SCPs are policies to control what can and cannot be done in one or more AWS accounts, regardless of what an IAM policy might say (even if you’re root.) SCPs can be applied to accounts or organizational units (OUs). By default, everything is allowed, and it’s up to us to deny what we don’t need. SCPs are always a defense in depth and will never trigger if IAM permissions are properly configured, but relying on perfect IAM configuration is not a luxury we can afford to count on. For more information about SCPs, see the official AWS documentation on SCPs

What do we want to allow or deny?

Preferably, we would deny any action we’re not using, but that’s most likely an administrative hell, and we’ll end up blocking developers daily, so we decided against even trying it. At Detectify, we’ve gone for a more pragmatic approach:

  • Only allow AWS services we use (rather than actions)
  • Only allow regions we use
  • Disallow dangerous actions

This has been a good balance between reducing things we need to worry about and keeping developers productive.

Only allow services we use

The easiest way to find which services you use is by generating an Organization activity report (aka. organizations access report.) This report shows when services were last used, if at all.

The report can be generated based on an OU or a specific account. In our case, we started with generating a report for our Production OU. To generate such a report, we can use AWS CLI:

aws iam generate-organizations-access-report 
  --entity-path "o-XXXXXXXXXX/r-XXXX/ou-XXXX-XXXXXXXX"

Where the entity-path is the AWS Organizations entity path to our Production OU.

Once the report is generated we can get the list of used services with:

aws iam get-organizations-access-report 
  --job-id "JobId-goes-here" 
  --max-items 1000 
  --query 'AccessDetails[?TotalAuthenticatedEntities > `0`].[ServiceName,ServiceNamespace,LastAuthenticatedTime]'

This gives a list of all services that have been used in the tracking period. It shows the service name, the IAM namespace, and when it was last accessed.

We manually went through this list and filtered out obvious entries that were most likely just someone browsing a specific service in the AWS web console and very old activity.

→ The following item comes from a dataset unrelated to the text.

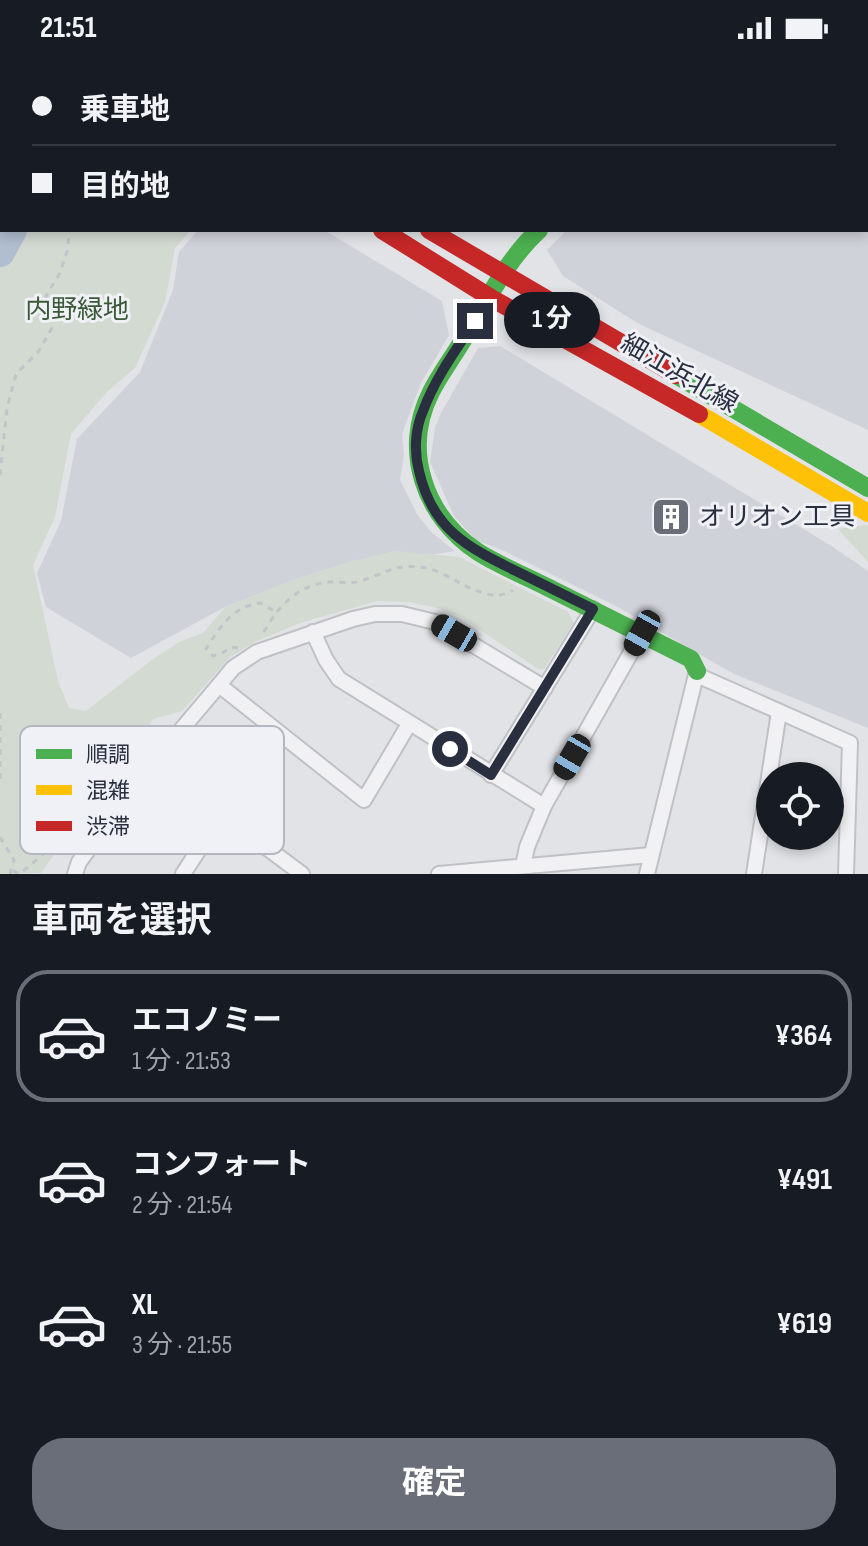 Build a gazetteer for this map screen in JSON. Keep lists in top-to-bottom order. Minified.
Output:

With the list of used services, we created a policy that denied anything not on the list:

data "aws_iam_policy_document" "allow_only_used_services" {
  statement {
    sid       = "AllowOnlyUsedServices"
    effect    = "Deny"
    resources = ["*"]

    not_actions = [
      
    ]
  }
}

This policy denies access to any service not listed in the not_actions. We seldom adopt new AWS services so this method rarely blocks development but allows us to ensure a proper process for evaluating new services.

Only allow regions we use

We only use a few AWS regions, and there is no reason to allow usage of any region outside of that. At first glance, it might seem obvious how one can use SCP to block unused regions, but because some services are global, you cannot fully restrict access to only certain regions.

As described in Detectify’s journey to an AWS multi-account strategy, we use Control Tower. In Control Tower you can configure which regions to allow or deny, which is what we did.

Disallow known dangerous actions

While only allowing specific actions would be too much work, blocking the risky ones is a lot easier.

Exactly which SCPs to apply depends on the organization but they tend to be far more general than IAM policies, which means they can be shared between organizations. Some places to find SCPs:

There are lots of good resources out there. If you search for aws scp site:github.com you’ll find plenty of examples. We went through many different SCPs for inspiration and picked the (for us) most relevant and least error-prone parts we could find.

Expensive actions

Some actions can be very expensive. We have opted to block the most expensive ones we know of. Ian Mckay has a gist with some expensive actions you might want to block to avoid costly mistakes:

data "aws_iam_policy_document" "deny_costly_actions" {
  statement {
    sid       = "DenyCostlyActions"
    effect    = "Deny"
    resources = ["*"]

    actions = [
      "acm-pca:CreateCertificateAuthority",
      "aws-marketplace:AcceptAgreementApprovalRequest",
      "aws-marketplace:Subscribe",  
      "backup:PutBackupVaultLockConfiguration",
      "bedrock:CreateProvisionedModelThroughput",
      "bedrock:UpdateProvisionedModelThroughput",
      "dynamodb:PurchaseReservedCapacityOfferings",
      "ec2:ModifyReservedInstances",   
      "ec2:PurchaseHostReservation",
      "ec2:PurchaseReservedInstancesOffering",
      "ec2:PurchaseScheduledInstances",
      "elasticache:PurchaseReservedCacheNodesOffering",
      "es:PurchaseReservedElasticsearchInstanceOffering",
      "es:PurchaseReservedInstanceOffering",
      "glacier:CompleteVaultLock",
      "glacier:InitiateVaultLock",
      "outposts:CreateOutpost",
      "rds:PurchaseReservedDBInstancesOffering",
      "redshift:PurchaseReservedNodeOffering",
      "route53domains:RegisterDomain",
      "route53domains:RenewDomain",
      "route53domains:TransferDomain",
      "s3-object-lambda:PutObjectLegalHold",
      "s3-object-lambda:PutObjectRetention",
      "s3:BypassGovernanceRetention",
      "s3:PutBucketObjectLockConfiguration",
      "s3:PutObjectLegalHold",    
      "s3:PutObjectRetention",    
      "savingsplans:CreateSavingsPlan",
      "shield:CreateSubscription",
      "snowball:CreateCluster",
    ]
  }
}

Some of these actions you might want to be careful with. For example, denying route53domains:RenewDomain could cause problems if it’s applied to the OU or account that manages domains.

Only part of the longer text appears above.